■ Your assignment ■
Whenever "dots" appears in a line, please copy that line from the data.

(Records from a dataset)
● ● ● ● ● ● ●
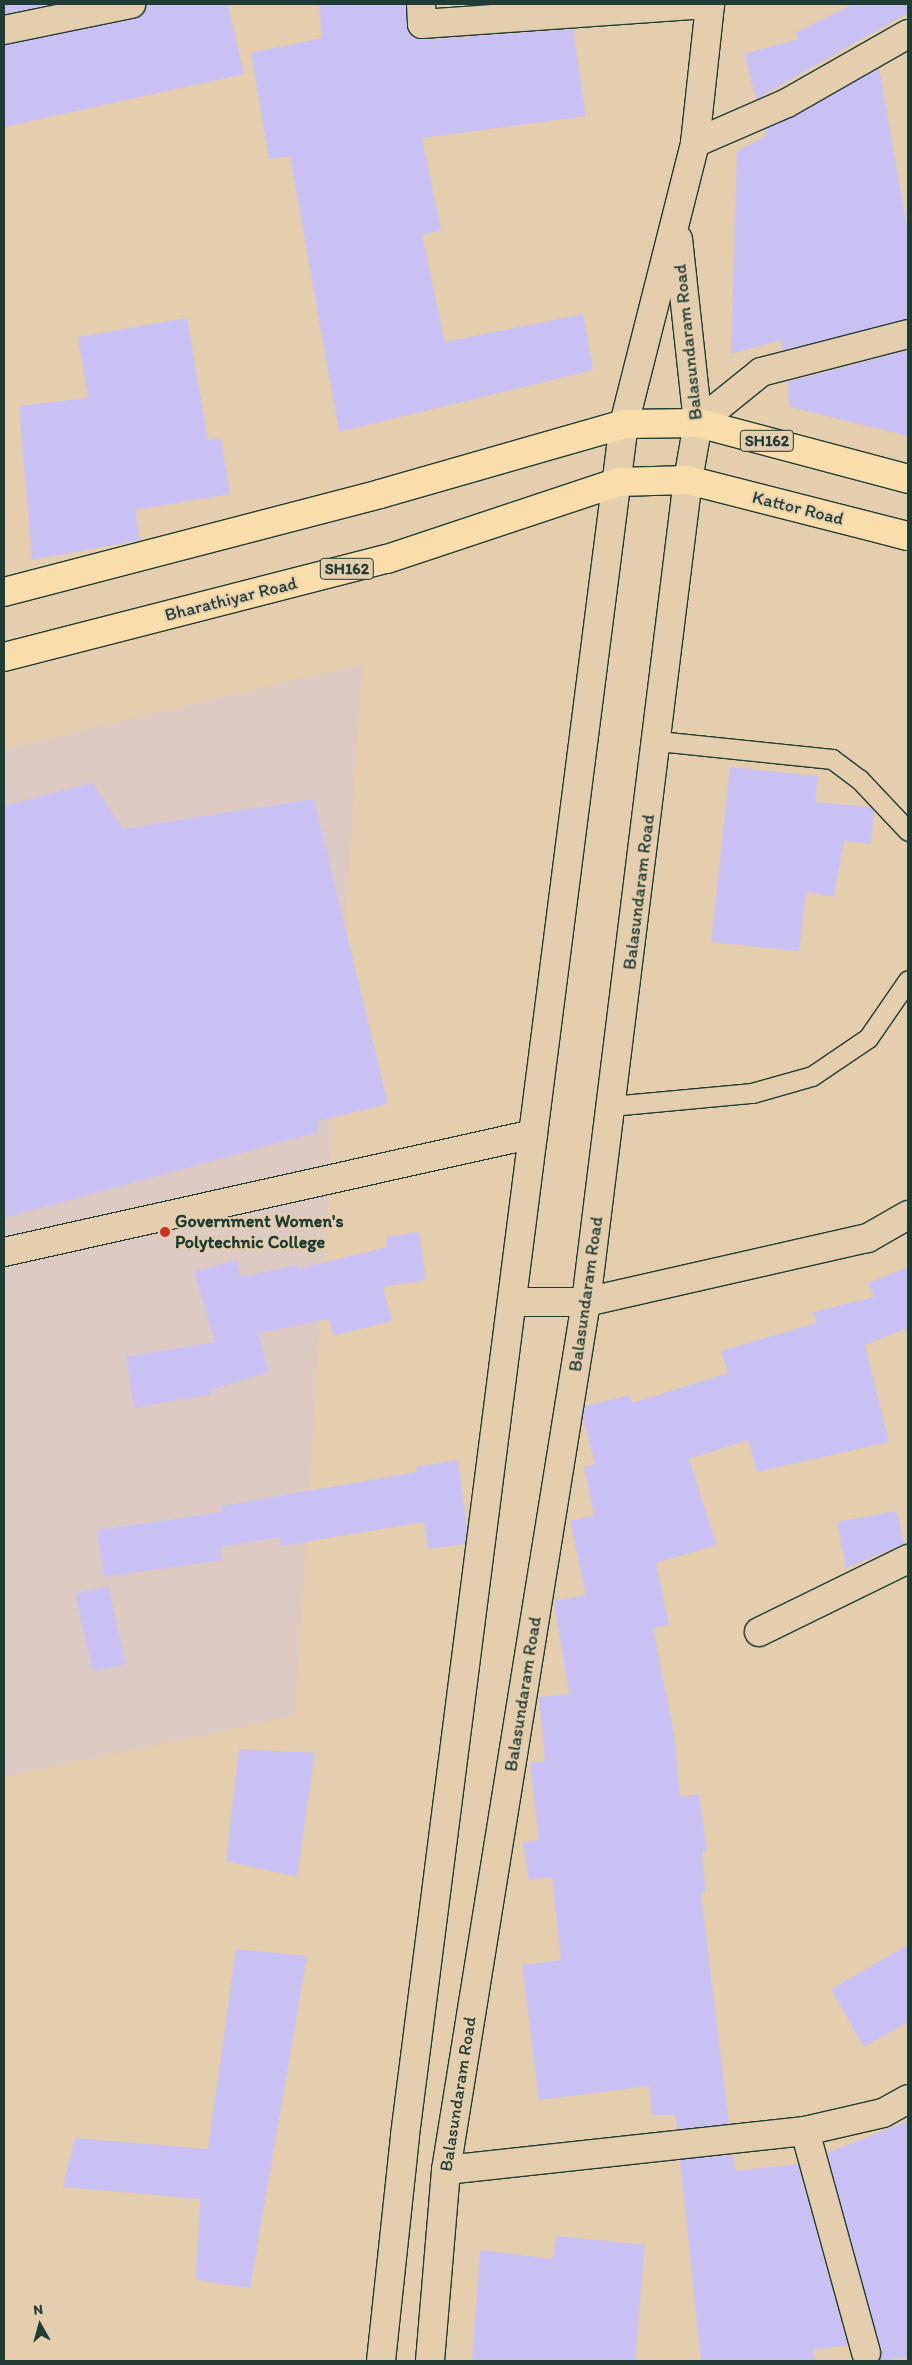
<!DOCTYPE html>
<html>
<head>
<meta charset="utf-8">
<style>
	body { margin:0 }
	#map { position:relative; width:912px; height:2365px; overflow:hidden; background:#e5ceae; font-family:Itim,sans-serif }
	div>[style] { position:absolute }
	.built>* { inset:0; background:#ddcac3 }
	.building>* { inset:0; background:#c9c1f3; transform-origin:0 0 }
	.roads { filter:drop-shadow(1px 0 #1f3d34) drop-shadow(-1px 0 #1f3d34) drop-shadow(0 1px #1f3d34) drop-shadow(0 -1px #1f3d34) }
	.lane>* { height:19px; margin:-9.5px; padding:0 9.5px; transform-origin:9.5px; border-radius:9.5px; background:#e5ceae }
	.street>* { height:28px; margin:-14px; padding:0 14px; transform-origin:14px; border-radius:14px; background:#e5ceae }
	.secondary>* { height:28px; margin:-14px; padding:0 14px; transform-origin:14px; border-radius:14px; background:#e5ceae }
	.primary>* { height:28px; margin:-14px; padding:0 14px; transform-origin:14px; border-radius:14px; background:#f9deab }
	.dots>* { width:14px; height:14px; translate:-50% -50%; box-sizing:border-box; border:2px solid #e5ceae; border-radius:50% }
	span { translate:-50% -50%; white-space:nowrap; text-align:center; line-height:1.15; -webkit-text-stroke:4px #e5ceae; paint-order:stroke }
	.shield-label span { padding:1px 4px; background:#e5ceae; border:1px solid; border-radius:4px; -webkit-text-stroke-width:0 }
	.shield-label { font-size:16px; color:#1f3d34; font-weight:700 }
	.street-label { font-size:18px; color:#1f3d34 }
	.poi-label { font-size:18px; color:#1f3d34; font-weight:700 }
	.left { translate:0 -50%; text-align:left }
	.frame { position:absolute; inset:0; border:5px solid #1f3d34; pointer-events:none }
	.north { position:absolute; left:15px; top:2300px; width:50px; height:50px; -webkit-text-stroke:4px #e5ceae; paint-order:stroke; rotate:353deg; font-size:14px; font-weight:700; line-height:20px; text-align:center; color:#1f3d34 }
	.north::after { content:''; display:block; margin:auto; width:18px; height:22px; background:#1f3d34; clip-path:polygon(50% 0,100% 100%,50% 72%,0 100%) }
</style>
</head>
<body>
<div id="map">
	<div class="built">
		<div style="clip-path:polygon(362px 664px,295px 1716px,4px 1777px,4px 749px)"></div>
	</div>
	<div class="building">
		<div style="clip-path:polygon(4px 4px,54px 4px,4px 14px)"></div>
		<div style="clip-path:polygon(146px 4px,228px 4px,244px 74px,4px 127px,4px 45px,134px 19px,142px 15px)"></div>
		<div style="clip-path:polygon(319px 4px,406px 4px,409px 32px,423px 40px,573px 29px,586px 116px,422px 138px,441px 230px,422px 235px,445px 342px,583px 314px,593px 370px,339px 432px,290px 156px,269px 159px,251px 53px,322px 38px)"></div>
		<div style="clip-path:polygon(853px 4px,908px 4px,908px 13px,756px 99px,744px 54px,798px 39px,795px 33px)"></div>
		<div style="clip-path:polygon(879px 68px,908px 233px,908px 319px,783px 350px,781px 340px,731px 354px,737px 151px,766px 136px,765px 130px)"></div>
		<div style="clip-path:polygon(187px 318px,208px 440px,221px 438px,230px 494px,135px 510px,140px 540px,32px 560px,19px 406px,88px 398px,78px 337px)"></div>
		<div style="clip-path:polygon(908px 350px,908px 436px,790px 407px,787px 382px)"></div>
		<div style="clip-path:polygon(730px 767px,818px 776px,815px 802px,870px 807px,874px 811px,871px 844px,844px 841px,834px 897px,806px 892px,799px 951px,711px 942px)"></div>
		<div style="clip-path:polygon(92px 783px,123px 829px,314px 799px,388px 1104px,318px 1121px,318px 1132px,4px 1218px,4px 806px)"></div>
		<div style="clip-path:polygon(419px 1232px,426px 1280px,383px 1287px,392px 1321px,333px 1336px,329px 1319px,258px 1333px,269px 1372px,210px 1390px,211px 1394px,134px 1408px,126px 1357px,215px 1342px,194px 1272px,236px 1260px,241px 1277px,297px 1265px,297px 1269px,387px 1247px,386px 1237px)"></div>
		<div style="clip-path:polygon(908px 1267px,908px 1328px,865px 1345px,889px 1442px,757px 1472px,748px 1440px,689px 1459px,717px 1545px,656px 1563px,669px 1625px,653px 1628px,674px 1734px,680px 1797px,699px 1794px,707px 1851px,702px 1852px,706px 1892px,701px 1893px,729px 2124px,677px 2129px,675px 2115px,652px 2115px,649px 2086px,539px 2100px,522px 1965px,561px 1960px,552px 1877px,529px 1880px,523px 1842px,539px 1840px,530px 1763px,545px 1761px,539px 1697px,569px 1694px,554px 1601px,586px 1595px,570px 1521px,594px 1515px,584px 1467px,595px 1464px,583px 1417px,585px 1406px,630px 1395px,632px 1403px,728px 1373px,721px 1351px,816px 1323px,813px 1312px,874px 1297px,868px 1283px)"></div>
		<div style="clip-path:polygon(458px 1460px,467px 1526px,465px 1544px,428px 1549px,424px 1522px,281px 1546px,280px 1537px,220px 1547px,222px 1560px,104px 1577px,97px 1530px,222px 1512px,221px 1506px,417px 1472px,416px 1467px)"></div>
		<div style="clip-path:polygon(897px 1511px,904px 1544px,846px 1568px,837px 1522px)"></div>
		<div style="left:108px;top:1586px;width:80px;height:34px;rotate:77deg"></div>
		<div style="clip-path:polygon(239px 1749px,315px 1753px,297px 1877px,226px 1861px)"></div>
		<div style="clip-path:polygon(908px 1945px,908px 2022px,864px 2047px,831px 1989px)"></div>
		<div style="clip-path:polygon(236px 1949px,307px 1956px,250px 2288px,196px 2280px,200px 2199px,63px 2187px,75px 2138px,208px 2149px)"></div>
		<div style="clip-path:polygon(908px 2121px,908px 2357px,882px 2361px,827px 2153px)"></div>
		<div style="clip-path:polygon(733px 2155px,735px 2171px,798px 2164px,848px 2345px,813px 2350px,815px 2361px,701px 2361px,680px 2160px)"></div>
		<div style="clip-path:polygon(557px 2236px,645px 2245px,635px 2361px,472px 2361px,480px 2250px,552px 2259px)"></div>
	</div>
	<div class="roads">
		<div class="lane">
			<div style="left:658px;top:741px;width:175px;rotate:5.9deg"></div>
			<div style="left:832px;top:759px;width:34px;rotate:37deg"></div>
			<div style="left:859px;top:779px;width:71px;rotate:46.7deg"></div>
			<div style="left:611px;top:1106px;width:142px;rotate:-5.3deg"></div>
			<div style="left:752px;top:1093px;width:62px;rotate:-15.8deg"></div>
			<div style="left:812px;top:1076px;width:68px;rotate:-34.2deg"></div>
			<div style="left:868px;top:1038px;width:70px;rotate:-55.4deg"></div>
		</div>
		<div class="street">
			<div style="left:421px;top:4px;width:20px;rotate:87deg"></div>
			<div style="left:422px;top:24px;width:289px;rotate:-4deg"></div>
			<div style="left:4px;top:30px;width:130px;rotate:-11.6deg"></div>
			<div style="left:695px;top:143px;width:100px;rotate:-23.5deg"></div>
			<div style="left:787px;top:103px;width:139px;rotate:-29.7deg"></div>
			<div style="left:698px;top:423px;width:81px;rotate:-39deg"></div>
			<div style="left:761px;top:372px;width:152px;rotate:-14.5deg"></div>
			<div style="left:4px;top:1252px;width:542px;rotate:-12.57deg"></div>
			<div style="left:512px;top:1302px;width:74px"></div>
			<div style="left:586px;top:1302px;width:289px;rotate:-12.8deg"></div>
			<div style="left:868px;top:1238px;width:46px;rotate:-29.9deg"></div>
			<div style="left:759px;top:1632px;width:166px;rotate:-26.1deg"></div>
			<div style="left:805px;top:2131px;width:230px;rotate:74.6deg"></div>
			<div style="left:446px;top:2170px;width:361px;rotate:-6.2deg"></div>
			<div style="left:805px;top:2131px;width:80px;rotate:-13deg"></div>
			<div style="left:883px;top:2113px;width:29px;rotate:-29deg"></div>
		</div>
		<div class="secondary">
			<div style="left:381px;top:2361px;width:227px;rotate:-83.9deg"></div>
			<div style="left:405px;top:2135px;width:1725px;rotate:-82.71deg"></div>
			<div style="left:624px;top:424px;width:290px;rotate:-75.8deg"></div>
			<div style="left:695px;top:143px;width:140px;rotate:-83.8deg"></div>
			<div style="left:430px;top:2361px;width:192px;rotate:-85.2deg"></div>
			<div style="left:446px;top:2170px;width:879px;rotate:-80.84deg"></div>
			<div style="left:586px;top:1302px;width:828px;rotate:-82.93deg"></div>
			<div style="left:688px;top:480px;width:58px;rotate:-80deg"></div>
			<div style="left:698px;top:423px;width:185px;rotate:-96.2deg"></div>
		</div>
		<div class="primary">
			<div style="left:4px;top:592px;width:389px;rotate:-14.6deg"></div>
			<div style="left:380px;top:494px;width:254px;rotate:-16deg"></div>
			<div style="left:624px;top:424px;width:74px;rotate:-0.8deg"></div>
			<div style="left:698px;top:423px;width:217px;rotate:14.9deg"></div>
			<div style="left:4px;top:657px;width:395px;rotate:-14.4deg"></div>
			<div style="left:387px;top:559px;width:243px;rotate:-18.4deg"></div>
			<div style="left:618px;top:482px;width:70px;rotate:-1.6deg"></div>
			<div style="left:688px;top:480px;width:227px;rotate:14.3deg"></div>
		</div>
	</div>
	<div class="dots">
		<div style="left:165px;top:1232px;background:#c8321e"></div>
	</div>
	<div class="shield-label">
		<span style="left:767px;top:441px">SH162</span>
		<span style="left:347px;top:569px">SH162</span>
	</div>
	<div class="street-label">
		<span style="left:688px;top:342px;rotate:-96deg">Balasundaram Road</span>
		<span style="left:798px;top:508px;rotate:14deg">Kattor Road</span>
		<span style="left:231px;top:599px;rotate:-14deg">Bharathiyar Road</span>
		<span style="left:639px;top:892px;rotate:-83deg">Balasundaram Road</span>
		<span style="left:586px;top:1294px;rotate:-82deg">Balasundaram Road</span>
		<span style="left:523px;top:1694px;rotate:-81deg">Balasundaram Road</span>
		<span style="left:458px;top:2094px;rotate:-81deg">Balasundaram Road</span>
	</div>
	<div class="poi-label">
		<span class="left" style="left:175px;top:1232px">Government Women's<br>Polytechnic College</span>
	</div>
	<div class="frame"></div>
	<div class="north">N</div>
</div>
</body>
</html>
● ● ● ● ● ● ●
■ Answer space ■
	.dots>* { width:14px; height:14px; translate:-50% -50%; box-sizing:border-box; border:2px solid #e5ceae; border-radius:50% }
	<div class="dots">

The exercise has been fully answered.